6. Closing of Books . The Company will not close its shareholder books or records in any manner that prevents the timely exercise of this Warrant.

 

7. Transfer, Division and Combination .

 

(a) The Holder (and his, her or its transferees and assigns), by acceptance of this Warrant, covenants and agrees that he, she or it is acquiring the Warrants evidenced hereby, and, upon exercise hereof, the Warrant Shares, for his, her or its own account as an investment and not with a view to distribution thereof. The Warrant Shares have not been registered under the Securities Act or any state securities laws and no transfer of any Warrant Shares shall be permitted unless the Company has received reasonable transfer documentation including legal opinions that the issuance of the Warrant Shares in such other name does not and will not cause a violation of the Act or any applicable state or foreign securities laws. Upon any exercise of the Warrants, certificates representing the Warrant Shares shall bear a restrictive legend substantially identical to that set forth on the face of this Warrant certificate. Any purported transfer of any Warrant or Warrant Shares not in compliance with the provisions of this section shall be null and void.

 

(b) This Warrant may be divided or combined with other Warrants upon presentation hereof at the aforesaid office of the Company, together with a written notice specifying the names and denominations in which new Warrants are to be issued, signed by Holder or its agent or attorney. Subject to compliance with Section 7(a), as to any transfer which may be involved in such division or combination, the Company shall execute and deliver a new Warrant or Warrants in exchange for the Warrant or Warrants to be divided or combined in accordance with such notice.

 

(c) The Company shall prepare, issue and deliver at its own expense (other than transfer taxes) the new Warrant or Warrants under this Section 7.

 

(d) The Company agrees to maintain, at its aforesaid office, books for the registration and the registration of transfer of the Warrants.

 

8. No Rights as Shareholder until Exercise . This Warrant does not entitle the Holder hereof to any voting rights or other rights as a shareholder of the Company prior to the exercise hereof.
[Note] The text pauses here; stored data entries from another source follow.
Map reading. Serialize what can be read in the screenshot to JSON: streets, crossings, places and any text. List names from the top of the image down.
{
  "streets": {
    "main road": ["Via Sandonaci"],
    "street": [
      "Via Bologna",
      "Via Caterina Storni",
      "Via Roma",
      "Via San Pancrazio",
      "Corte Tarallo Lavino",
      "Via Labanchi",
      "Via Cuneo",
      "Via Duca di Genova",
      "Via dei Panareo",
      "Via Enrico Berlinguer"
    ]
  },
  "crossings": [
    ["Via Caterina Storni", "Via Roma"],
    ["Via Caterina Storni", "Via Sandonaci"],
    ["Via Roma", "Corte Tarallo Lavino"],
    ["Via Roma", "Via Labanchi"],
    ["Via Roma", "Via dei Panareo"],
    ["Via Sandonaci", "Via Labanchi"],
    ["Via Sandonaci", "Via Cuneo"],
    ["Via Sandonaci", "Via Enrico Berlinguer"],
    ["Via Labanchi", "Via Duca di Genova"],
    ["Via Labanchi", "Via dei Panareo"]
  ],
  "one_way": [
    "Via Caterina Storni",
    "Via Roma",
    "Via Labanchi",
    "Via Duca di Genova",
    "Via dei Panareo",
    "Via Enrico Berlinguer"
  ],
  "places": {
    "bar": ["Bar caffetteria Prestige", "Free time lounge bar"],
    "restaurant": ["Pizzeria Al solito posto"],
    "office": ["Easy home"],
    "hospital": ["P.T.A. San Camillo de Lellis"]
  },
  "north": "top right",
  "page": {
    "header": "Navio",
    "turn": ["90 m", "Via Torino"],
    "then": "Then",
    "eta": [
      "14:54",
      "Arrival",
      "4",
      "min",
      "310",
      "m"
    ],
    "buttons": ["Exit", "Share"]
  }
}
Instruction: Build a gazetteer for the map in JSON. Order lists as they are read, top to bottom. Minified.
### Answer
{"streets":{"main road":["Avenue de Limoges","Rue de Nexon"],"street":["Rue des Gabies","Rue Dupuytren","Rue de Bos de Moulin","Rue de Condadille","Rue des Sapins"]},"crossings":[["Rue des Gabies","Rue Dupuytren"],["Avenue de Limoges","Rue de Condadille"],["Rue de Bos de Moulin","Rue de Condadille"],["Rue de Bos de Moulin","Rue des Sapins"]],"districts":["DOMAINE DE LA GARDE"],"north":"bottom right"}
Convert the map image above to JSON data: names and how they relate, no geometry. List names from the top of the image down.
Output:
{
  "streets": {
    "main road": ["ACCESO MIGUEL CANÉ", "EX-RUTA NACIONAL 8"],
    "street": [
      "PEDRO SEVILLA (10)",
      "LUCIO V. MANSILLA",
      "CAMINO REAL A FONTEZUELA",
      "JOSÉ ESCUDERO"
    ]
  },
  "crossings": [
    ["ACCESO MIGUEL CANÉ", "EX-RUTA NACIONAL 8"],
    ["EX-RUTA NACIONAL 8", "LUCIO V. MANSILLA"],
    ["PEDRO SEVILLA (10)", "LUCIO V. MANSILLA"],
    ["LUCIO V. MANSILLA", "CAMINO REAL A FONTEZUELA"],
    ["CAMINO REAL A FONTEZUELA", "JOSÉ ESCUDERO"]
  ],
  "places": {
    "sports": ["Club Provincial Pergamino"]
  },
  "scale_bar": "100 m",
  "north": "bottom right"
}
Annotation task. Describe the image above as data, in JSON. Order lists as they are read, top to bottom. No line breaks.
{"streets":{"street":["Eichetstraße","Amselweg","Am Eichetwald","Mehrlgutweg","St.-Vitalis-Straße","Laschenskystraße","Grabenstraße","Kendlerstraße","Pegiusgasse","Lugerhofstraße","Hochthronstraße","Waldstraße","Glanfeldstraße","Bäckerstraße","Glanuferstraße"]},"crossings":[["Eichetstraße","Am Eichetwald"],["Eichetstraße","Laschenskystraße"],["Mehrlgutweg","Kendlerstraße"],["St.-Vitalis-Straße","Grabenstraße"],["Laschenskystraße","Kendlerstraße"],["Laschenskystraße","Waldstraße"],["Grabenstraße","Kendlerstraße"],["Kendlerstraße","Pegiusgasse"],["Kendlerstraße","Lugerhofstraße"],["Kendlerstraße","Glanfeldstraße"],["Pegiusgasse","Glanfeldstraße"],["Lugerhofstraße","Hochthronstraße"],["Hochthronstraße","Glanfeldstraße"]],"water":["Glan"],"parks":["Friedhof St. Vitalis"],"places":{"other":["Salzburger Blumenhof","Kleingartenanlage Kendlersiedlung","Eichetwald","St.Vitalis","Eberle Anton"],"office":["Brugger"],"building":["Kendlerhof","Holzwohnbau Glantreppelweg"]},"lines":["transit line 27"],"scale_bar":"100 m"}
Upon the surrender of this Warrant and the payment of the aggregate Exercise Price, the Warrant Shares so purchased shall be and be deemed to be issued to such Holder as the record owner of such shares as of the close of business on the later of the date of such surrender or payment.

 

 

 

 

  2  
 

 

9. Loss, Theft, Destruction or Mutilation of Warrant . The Company covenants that upon receipt by the Company of evidence reasonably satisfactory to it of the loss, theft, destruction or mutilation of this Warrant certificate or any stock certificate relating to the Warrant Shares, and in case of loss, theft or destruction, of indemnity or security reasonably satisfactory to it (which shall not exceed that customarily charged by the Company’s transfer agent), and upon surrender and cancellation of such Warrant or stock certificate, if mutilated, the Company will make and deliver a new Warrant or stock certificate of like tenor and dated as of such cancellation, in lieu of such Warrant or stock certificate.

 

10. Saturdays, Sundays, Holidays, etc . If the last or appointed day for the taking of any action or the expiration of any right required or granted herein shall be a Saturday, Sunday or a legal holiday, then such action may be taken or such right may be exercised on the next succeeding day not a Saturday, Sunday or legal holiday.

 

11. Adjustments of Exercise Price and Number of Warrant Shares .

 

(a) Stock Splits, etc. The number and kind of securities purchasable upon the exercise of this Warrant and the Exercise Price shall be subject to adjustment from time to time upon the happening of any of the following. In case the Company shall (i) pay a dividend in shares of Common Stock or make a distribution in shares of Common Stock to Holders of its outstanding Common Stock, (ii) subdivide its outstanding shares of Common Stock into a greater number of shares of Common Stock, (iii) combine its outstanding shares of Common Stock into a smaller number of shares of Common Stock, or (iv) issue any shares of its capital stock in a reclassification of the Common Stock, then the number of Warrant Shares purchasable upon exercise of this Warrant immediately prior thereto shall be adjusted so that the Holder of this Warrant shall be entitled to receive the kind and number of Warrant Shares or other securities of the Company which he would have been entitled to receive had such Warrant been exercised in advance thereof. Upon each such adjustment of the kind and number of Warrant Shares or other securities of the Company which are purchasable hereunder, the Holder of this Warrant shall thereafter be entitled to purchase the number of Warrant Shares or other securities resulting from such adjustment at an Exercise Price per Warrant Share or other security obtained by multiplying the Exercise Price in effect immediately prior to such adjustment by the number of Warrant Shares purchasable pursuant hereto immediately prior to such adjustment and dividing by the number of Warrant Shares or other securities of the Company resulting from such adjustment. An adjustment made pursuant to this paragraph shall become effective immediately after the effective date of such event retroactive to the record date, if any, for such event.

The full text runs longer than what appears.